Search the records for the string "labels". Copy each line where it occurs.

START Data shown

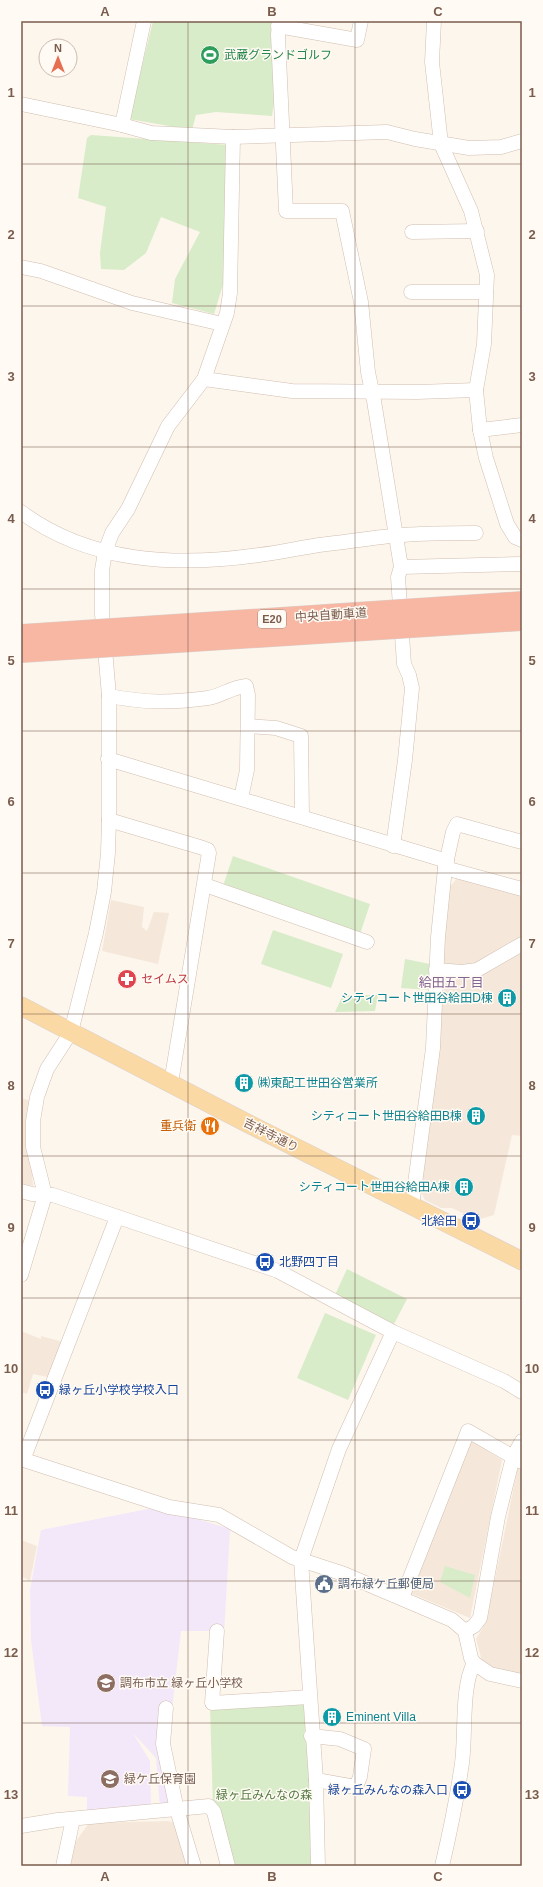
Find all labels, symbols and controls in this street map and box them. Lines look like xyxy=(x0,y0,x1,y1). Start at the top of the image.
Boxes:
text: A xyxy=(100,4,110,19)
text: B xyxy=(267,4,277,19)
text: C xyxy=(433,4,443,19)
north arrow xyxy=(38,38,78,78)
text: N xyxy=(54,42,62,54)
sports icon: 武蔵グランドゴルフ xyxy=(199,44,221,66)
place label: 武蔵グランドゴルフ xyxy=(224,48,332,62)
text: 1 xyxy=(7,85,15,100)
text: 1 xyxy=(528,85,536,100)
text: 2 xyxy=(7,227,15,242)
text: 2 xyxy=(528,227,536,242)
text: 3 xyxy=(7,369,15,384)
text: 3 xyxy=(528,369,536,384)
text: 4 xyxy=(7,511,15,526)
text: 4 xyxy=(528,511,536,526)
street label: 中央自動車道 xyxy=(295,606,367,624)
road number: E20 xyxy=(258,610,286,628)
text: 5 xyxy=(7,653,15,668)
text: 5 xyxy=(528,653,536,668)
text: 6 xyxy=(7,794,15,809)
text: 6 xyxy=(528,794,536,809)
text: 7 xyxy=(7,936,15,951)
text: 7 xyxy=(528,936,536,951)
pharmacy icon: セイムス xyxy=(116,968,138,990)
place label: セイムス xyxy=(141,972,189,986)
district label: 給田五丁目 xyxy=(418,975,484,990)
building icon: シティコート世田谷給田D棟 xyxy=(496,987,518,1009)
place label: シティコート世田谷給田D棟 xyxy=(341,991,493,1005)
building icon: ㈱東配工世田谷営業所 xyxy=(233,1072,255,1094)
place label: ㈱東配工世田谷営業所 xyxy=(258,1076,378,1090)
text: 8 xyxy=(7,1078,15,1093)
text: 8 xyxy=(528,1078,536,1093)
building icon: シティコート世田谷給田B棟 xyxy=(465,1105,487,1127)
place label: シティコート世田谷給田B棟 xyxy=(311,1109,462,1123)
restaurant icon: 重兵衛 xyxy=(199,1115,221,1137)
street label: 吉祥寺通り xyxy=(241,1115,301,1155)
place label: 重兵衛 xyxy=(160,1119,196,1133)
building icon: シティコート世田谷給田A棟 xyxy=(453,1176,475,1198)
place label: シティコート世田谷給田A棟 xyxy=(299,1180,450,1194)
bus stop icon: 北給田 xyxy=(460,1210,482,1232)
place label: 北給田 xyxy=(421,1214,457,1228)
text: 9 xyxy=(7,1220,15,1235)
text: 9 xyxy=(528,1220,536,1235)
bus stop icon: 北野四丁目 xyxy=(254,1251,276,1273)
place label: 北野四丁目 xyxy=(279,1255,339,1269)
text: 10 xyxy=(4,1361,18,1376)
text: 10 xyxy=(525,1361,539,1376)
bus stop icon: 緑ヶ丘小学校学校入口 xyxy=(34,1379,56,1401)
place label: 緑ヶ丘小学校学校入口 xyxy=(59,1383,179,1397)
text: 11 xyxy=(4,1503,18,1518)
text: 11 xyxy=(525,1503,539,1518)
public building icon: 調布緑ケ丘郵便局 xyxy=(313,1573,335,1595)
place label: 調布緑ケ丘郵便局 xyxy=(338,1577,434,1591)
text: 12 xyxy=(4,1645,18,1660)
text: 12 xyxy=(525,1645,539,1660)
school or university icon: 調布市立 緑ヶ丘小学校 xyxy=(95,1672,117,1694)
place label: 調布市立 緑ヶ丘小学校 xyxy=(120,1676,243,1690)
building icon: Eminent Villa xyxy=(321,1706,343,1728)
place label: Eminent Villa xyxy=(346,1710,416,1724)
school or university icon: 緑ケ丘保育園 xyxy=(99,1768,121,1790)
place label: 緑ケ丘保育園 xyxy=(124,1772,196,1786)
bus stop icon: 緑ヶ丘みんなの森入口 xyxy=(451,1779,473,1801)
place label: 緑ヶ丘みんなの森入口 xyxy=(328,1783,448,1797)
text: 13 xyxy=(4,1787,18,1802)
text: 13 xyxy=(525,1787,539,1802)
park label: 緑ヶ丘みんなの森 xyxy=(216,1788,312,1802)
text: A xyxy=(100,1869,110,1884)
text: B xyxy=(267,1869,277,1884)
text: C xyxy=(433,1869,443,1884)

END Data shown
START Data shown

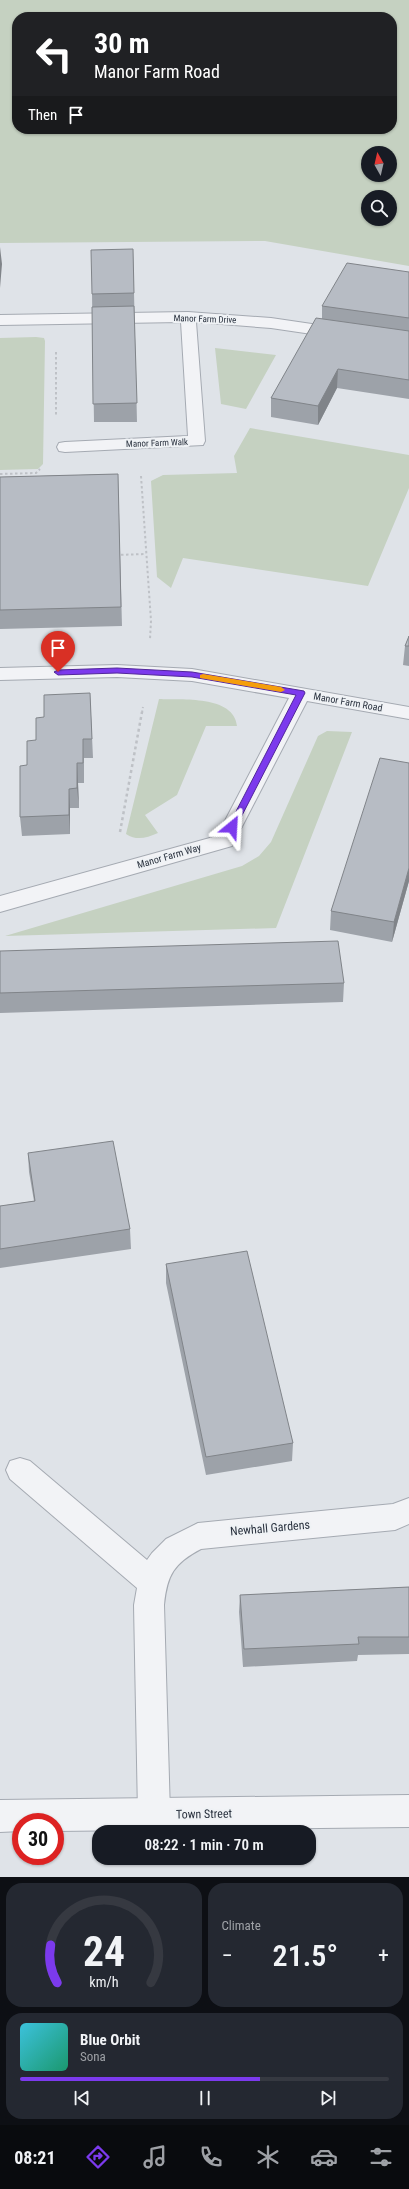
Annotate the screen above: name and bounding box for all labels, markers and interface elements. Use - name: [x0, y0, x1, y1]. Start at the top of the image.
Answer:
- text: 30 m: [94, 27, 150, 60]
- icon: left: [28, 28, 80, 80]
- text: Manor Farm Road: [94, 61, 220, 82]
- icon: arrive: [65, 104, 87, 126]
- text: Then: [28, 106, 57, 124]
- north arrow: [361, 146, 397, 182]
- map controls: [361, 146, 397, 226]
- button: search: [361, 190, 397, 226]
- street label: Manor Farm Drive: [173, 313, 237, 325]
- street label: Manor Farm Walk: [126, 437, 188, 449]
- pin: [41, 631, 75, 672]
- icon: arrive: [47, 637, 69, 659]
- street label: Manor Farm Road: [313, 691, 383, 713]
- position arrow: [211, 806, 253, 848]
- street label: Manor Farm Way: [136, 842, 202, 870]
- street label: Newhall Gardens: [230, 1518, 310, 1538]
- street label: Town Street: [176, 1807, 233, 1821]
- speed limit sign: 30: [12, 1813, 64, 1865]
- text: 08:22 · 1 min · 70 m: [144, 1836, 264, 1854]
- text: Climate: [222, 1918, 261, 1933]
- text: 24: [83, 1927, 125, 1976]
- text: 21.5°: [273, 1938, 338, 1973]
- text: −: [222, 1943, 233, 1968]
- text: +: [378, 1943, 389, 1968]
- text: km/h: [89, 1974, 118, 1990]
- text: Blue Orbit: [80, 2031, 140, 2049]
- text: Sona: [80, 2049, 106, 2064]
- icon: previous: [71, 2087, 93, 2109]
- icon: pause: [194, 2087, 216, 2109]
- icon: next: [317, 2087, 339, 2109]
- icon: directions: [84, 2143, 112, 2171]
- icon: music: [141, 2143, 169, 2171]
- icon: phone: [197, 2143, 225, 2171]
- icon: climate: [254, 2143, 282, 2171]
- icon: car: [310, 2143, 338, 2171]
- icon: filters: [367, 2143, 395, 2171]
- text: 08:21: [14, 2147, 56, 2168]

END Data shown

▸ Response to this exercise
Find all labels, symbols and controls in this street map and box them. Lines look like xyxy=(x0,y0,x1,y1). Start at the top of the image.
Annotate the screen above: name and bounding box for all labels, markers and interface elements. Use - name: [x0, y0, x1, y1]. Start at the top of the image.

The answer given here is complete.